What you are asked to do →
Apart from the pictures, write out all the records exactly.

[Records from a data source]
========================================================================

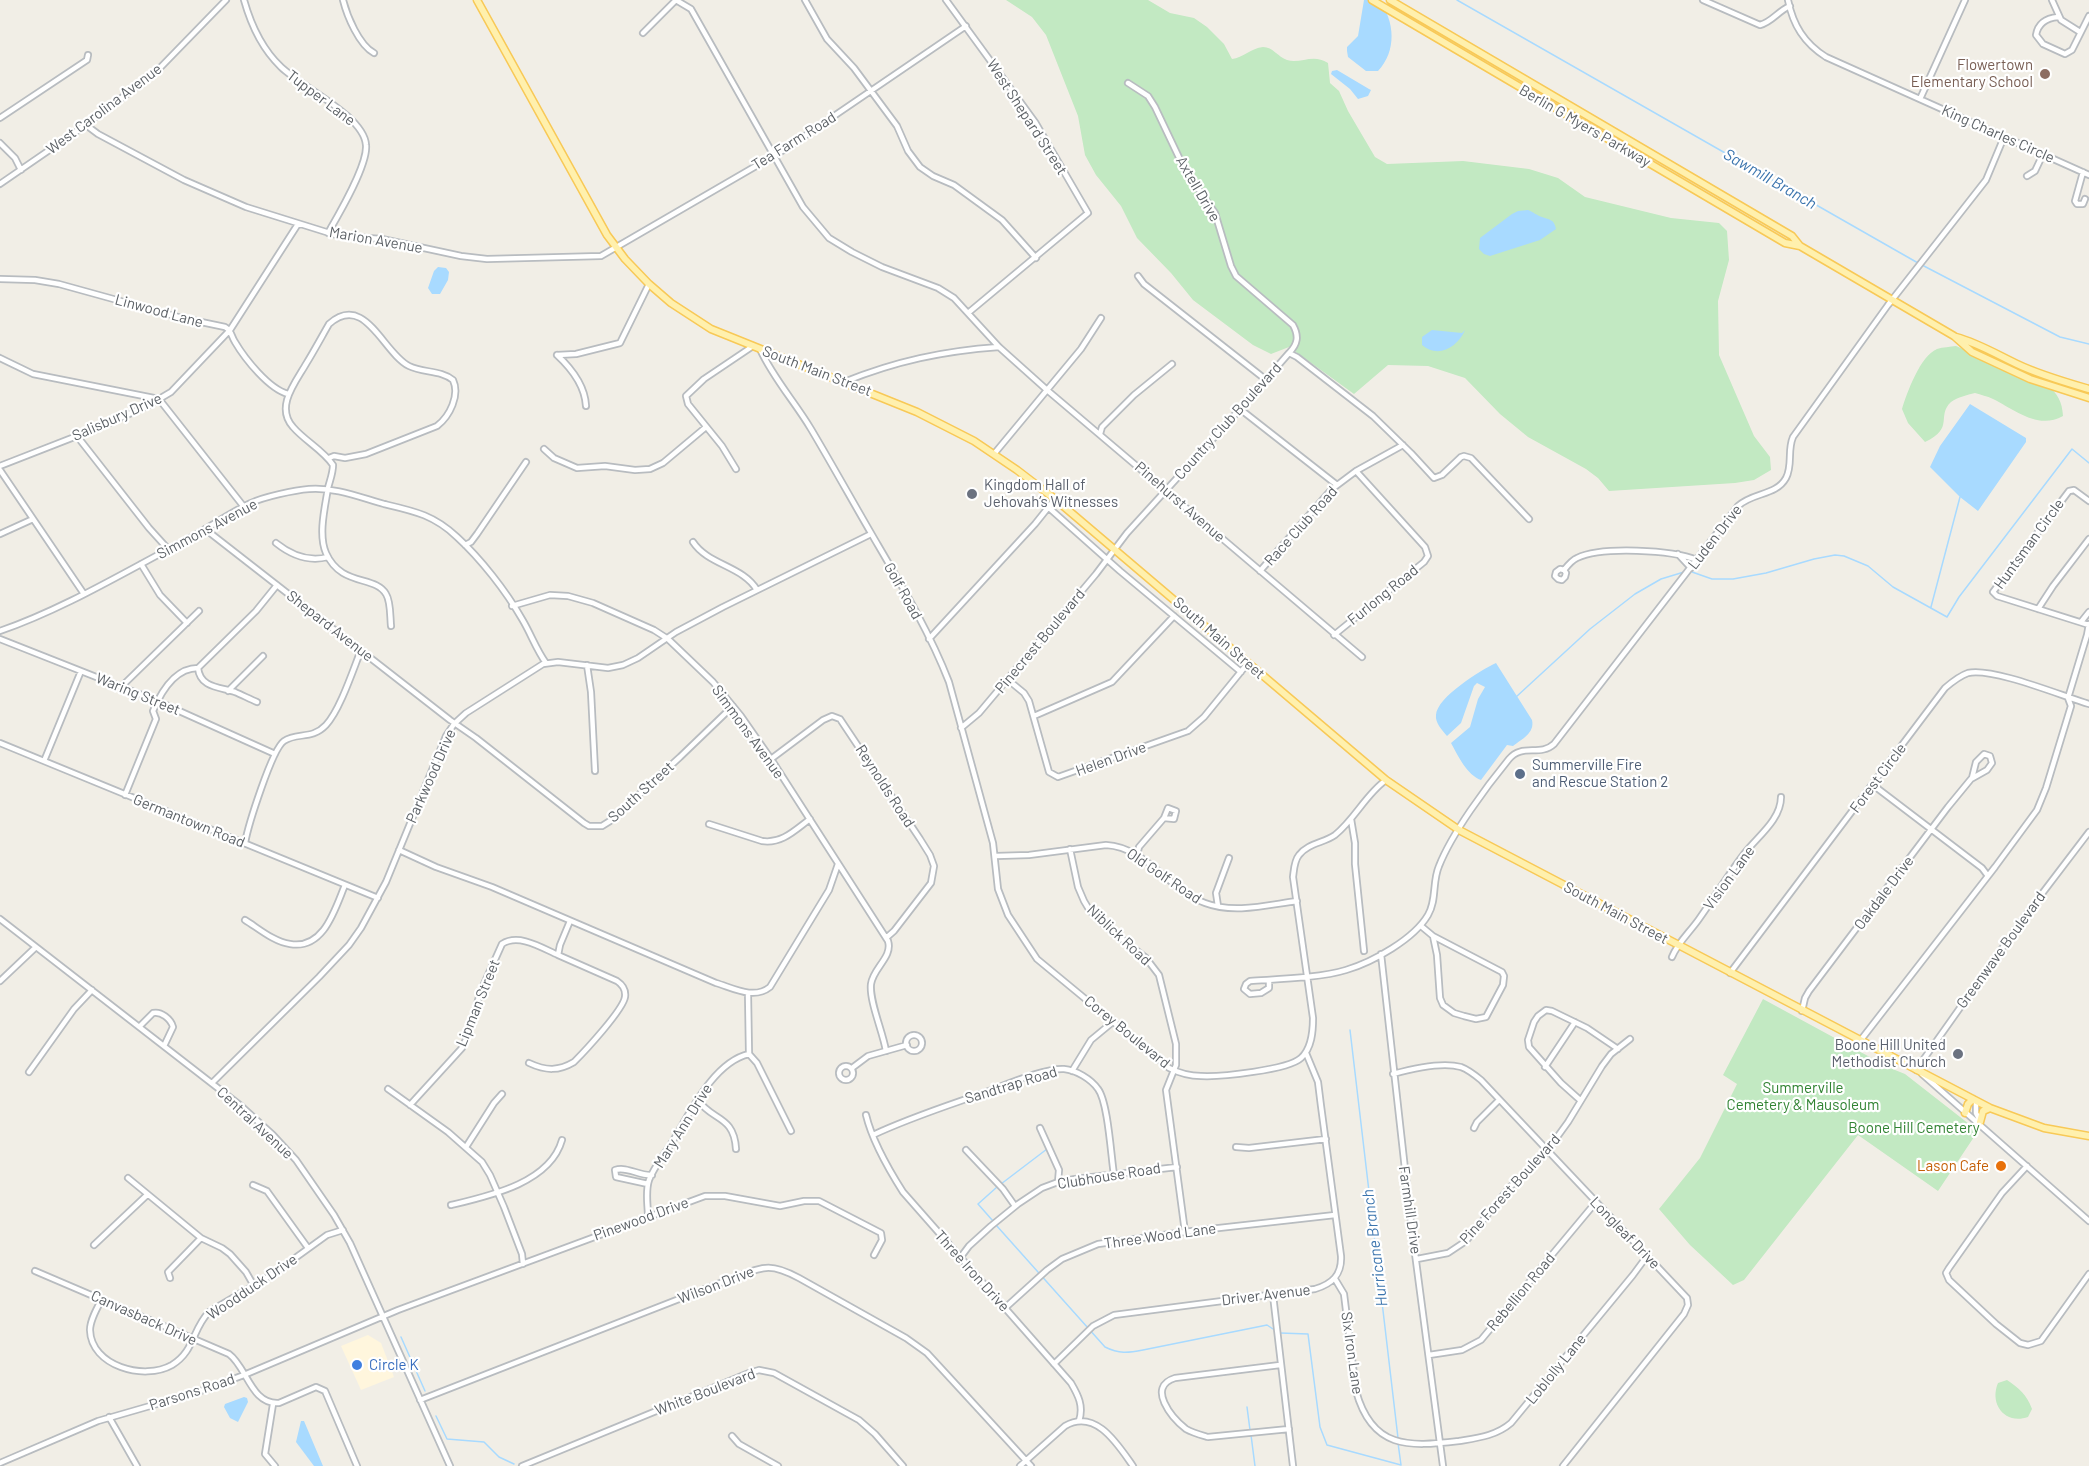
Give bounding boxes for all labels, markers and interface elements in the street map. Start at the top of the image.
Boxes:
street label: West Shepard Street [983,56,1071,178]
place label: Flowertown Elementary School [1911,56,2033,91]
street label: West Carolina Avenue [43,60,165,158]
street label: Tupper Lane [283,66,359,130]
marker: Flowertown Elementary School [2038,67,2052,81]
street label: Berlin G Myers Parkway [1516,81,1654,171]
street label: King Charles Circle [1939,101,2057,167]
street label: Tea Farm Road [749,108,839,174]
water label: Sawmill Branch [1720,145,1820,213]
street label: Axtell Drive [1172,153,1224,225]
street label: Marion Avenue [328,223,424,257]
street label: Linwood Lane [113,291,205,331]
street label: South Main Street [760,342,874,400]
street label: Country Club Boulevard [1171,359,1285,483]
street label: Salisbury Drive [69,389,165,445]
street label: Pinehurst Avenue [1131,458,1229,546]
place label: Kingdom Hall of Jehovah’s Witnesses [984,476,1118,511]
street label: Race Club Road [1261,483,1341,569]
marker: Kingdom Hall of Jehovah’s Witnesses [965,487,979,501]
street label: Simmons Avenue [154,495,260,563]
street label: Huntsman Circle [1990,495,2068,593]
street label: Luden Drive [1684,501,1746,573]
street label: Golf Road [880,559,926,623]
street label: Furlong Road [1344,561,1422,629]
street label: Pinecrest Boulevard [991,585,1089,697]
street label: Shepard Avenue [283,587,377,665]
street label: South Main Street [1169,593,1269,683]
street label: Waring Street [93,669,183,719]
street label: Simmons Avenue [708,682,788,782]
street label: Parkwood Drive [402,726,460,826]
street label: Helen Drive [1073,738,1149,780]
street label: Forest Circle [1846,740,1910,816]
street label: Reynolds Road [852,741,918,831]
place label: Summerville Fire and Rescue Station 2 [1532,756,1668,791]
street label: South Street [604,758,678,826]
marker: Summerville Fire and Rescue Station 2 [1513,767,1527,781]
street label: Germantown Road [130,790,248,852]
street label: Vision Lane [1700,842,1758,914]
street label: Old Golf Road [1123,844,1205,908]
street label: Oakdale Drive [1850,853,1918,933]
street label: South Main Street [1561,878,1671,948]
street label: Greenwave Boulevard [1953,888,2049,1012]
street label: Niblick Road [1083,901,1155,969]
street label: Lipman Street [452,957,504,1049]
street label: Corey Boulevard [1080,992,1174,1072]
place label: Boone Hill United Methodist Church [1832,1036,1946,1071]
marker: Boone Hill United Methodist Church [1951,1047,1965,1061]
street label: Sandtrap Road [963,1062,1059,1108]
park label: Summerville Cemetery & Mausoleum [1727,1079,1879,1114]
street label: Mary Ann Drive [650,1081,716,1171]
street label: Central Avenue [213,1083,297,1163]
park label: Boone Hill Cemetery [1848,1119,1980,1137]
street label: Pine Forest Boulevard [1456,1130,1564,1248]
place label: Lason Cafe [1917,1157,1989,1175]
street label: Clubhouse Road [1056,1159,1162,1193]
marker: Lason Cafe [1994,1159,2008,1173]
street label: Farmhill Drive [1395,1165,1425,1255]
water label: Hurricane Branch [1358,1188,1392,1308]
street label: Pinewood Drive [591,1193,691,1245]
street label: Longleaf Drive [1586,1193,1664,1273]
street label: Three Wood Lane [1103,1219,1217,1253]
street label: Three Iron Drive [931,1227,1013,1315]
street label: Rebellion Road [1483,1249,1559,1335]
street label: Woodduck Drive [203,1250,301,1324]
street label: Wilson Drive [675,1262,757,1308]
street label: Driver Avenue [1220,1281,1312,1309]
street label: Canvasback Drive [88,1287,200,1349]
street label: Six Iron Lane [1337,1310,1367,1396]
street label: Loblolly Lane [1522,1330,1590,1408]
place label: Circle K [369,1356,419,1374]
marker: Circle K [350,1358,364,1372]
street label: White Boulevard [652,1365,758,1419]
street label: Parsons Road [147,1370,237,1414]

========================================================================

Task result →
Give bounding boxes for all labels, markers and interface elements in the street map. Start at the top of the image.
Boxes:
street label: West Shepard Street [983,56,1071,178]
place label: Flowertown Elementary School [1911,56,2033,91]
street label: West Carolina Avenue [43,60,165,158]
street label: Tupper Lane [283,66,359,130]
marker: Flowertown Elementary School [2038,67,2052,81]
street label: Berlin G Myers Parkway [1516,81,1654,171]
street label: King Charles Circle [1939,101,2057,167]
street label: Tea Farm Road [749,108,839,174]
water label: Sawmill Branch [1720,145,1820,213]
street label: Axtell Drive [1172,153,1224,225]
street label: Marion Avenue [328,223,424,257]
street label: Linwood Lane [113,291,205,331]
street label: South Main Street [760,342,874,400]
street label: Country Club Boulevard [1171,359,1285,483]
street label: Salisbury Drive [69,389,165,445]
street label: Pinehurst Avenue [1131,458,1229,546]
place label: Kingdom Hall of Jehovah’s Witnesses [984,476,1118,511]
street label: Race Club Road [1261,483,1341,569]
marker: Kingdom Hall of Jehovah’s Witnesses [965,487,979,501]
street label: Simmons Avenue [154,495,260,563]
street label: Huntsman Circle [1990,495,2068,593]
street label: Luden Drive [1684,501,1746,573]
street label: Golf Road [880,559,926,623]
street label: Furlong Road [1344,561,1422,629]
street label: Pinecrest Boulevard [991,585,1089,697]
street label: Shepard Avenue [283,587,377,665]
street label: South Main Street [1169,593,1269,683]
street label: Waring Street [93,669,183,719]
street label: Simmons Avenue [708,682,788,782]
street label: Parkwood Drive [402,726,460,826]
street label: Helen Drive [1073,738,1149,780]
street label: Forest Circle [1846,740,1910,816]
street label: Reynolds Road [852,741,918,831]
place label: Summerville Fire and Rescue Station 2 [1532,756,1668,791]
street label: South Street [604,758,678,826]
marker: Summerville Fire and Rescue Station 2 [1513,767,1527,781]
street label: Germantown Road [130,790,248,852]
street label: Vision Lane [1700,842,1758,914]
street label: Old Golf Road [1123,844,1205,908]
street label: Oakdale Drive [1850,853,1918,933]
street label: South Main Street [1561,878,1671,948]
street label: Greenwave Boulevard [1953,888,2049,1012]
street label: Niblick Road [1083,901,1155,969]
street label: Lipman Street [452,957,504,1049]
street label: Corey Boulevard [1080,992,1174,1072]
place label: Boone Hill United Methodist Church [1832,1036,1946,1071]
marker: Boone Hill United Methodist Church [1951,1047,1965,1061]
street label: Sandtrap Road [963,1062,1059,1108]
park label: Summerville Cemetery & Mausoleum [1727,1079,1879,1114]
street label: Mary Ann Drive [650,1081,716,1171]
street label: Central Avenue [213,1083,297,1163]
park label: Boone Hill Cemetery [1848,1119,1980,1137]
street label: Pine Forest Boulevard [1456,1130,1564,1248]
place label: Lason Cafe [1917,1157,1989,1175]
street label: Clubhouse Road [1056,1159,1162,1193]
marker: Lason Cafe [1994,1159,2008,1173]
street label: Farmhill Drive [1395,1165,1425,1255]
water label: Hurricane Branch [1358,1188,1392,1308]
street label: Pinewood Drive [591,1193,691,1245]
street label: Longleaf Drive [1586,1193,1664,1273]
street label: Three Wood Lane [1103,1219,1217,1253]
street label: Three Iron Drive [931,1227,1013,1315]
street label: Rebellion Road [1483,1249,1559,1335]
street label: Woodduck Drive [203,1250,301,1324]
street label: Wilson Drive [675,1262,757,1308]
street label: Driver Avenue [1220,1281,1312,1309]
street label: Canvasback Drive [88,1287,200,1349]
street label: Six Iron Lane [1337,1310,1367,1396]
street label: Loblolly Lane [1522,1330,1590,1408]
place label: Circle K [369,1356,419,1374]
marker: Circle K [350,1358,364,1372]
street label: White Boulevard [652,1365,758,1419]
street label: Parsons Road [147,1370,237,1414]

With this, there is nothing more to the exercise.